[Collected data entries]
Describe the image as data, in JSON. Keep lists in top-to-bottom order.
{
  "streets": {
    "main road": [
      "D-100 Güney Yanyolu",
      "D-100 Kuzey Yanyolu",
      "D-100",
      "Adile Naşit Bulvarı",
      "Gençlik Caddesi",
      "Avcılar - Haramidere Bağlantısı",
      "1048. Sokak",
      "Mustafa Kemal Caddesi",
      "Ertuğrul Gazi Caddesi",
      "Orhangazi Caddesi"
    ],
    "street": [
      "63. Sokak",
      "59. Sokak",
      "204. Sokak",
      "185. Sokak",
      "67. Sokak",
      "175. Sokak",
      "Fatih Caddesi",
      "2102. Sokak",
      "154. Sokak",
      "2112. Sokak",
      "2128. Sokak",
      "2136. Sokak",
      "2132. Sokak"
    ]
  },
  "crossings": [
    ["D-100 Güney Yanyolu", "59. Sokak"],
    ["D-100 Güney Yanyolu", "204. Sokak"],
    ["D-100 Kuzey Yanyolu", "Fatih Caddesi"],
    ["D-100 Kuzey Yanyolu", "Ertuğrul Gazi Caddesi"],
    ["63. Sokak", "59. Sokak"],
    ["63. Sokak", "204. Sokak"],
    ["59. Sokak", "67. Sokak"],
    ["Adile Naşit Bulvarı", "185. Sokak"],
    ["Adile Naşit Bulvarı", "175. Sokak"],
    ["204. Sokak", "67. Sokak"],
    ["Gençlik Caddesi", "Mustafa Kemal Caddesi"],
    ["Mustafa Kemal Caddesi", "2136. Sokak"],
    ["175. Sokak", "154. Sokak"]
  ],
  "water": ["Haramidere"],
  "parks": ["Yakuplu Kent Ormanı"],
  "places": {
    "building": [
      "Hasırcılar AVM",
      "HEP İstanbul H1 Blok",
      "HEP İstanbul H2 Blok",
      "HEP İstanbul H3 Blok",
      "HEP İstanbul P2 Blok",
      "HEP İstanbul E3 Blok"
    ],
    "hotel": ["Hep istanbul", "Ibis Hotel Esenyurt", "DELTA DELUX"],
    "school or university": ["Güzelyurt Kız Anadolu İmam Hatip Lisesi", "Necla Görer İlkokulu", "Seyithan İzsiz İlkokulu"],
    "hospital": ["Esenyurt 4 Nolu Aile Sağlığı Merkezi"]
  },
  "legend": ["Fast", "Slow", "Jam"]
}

[Aim of the exercise]
All of the entries above, written out exactly, make up the reply.

[Task result]
Describe the image as data, in JSON. Keep lists in top-to-bottom order.
{
  "streets": {
    "main road": [
      "D-100 Güney Yanyolu",
      "D-100 Kuzey Yanyolu",
      "D-100",
      "Adile Naşit Bulvarı",
      "Gençlik Caddesi",
      "Avcılar - Haramidere Bağlantısı",
      "1048. Sokak",
      "Mustafa Kemal Caddesi",
      "Ertuğrul Gazi Caddesi",
      "Orhangazi Caddesi"
    ],
    "street": [
      "63. Sokak",
      "59. Sokak",
      "204. Sokak",
      "185. Sokak",
      "67. Sokak",
      "175. Sokak",
      "Fatih Caddesi",
      "2102. Sokak",
      "154. Sokak",
      "2112. Sokak",
      "2128. Sokak",
      "2136. Sokak",
      "2132. Sokak"
    ]
  },
  "crossings": [
    ["D-100 Güney Yanyolu", "59. Sokak"],
    ["D-100 Güney Yanyolu", "204. Sokak"],
    ["D-100 Kuzey Yanyolu", "Fatih Caddesi"],
    ["D-100 Kuzey Yanyolu", "Ertuğrul Gazi Caddesi"],
    ["63. Sokak", "59. Sokak"],
    ["63. Sokak", "204. Sokak"],
    ["59. Sokak", "67. Sokak"],
    ["Adile Naşit Bulvarı", "185. Sokak"],
    ["Adile Naşit Bulvarı", "175. Sokak"],
    ["204. Sokak", "67. Sokak"],
    ["Gençlik Caddesi", "Mustafa Kemal Caddesi"],
    ["Mustafa Kemal Caddesi", "2136. Sokak"],
    ["175. Sokak", "154. Sokak"]
  ],
  "water": ["Haramidere"],
  "parks": ["Yakuplu Kent Ormanı"],
  "places": {
    "building": [
      "Hasırcılar AVM",
      "HEP İstanbul H1 Blok",
      "HEP İstanbul H2 Blok",
      "HEP İstanbul H3 Blok",
      "HEP İstanbul P2 Blok",
      "HEP İstanbul E3 Blok"
    ],
    "hotel": ["Hep istanbul", "Ibis Hotel Esenyurt", "DELTA DELUX"],
    "school or university": ["Güzelyurt Kız Anadolu İmam Hatip Lisesi", "Necla Görer İlkokulu", "Seyithan İzsiz İlkokulu"],
    "hospital": ["Esenyurt 4 Nolu Aile Sağlığı Merkezi"]
  },
  "legend": ["Fast", "Slow", "Jam"]
}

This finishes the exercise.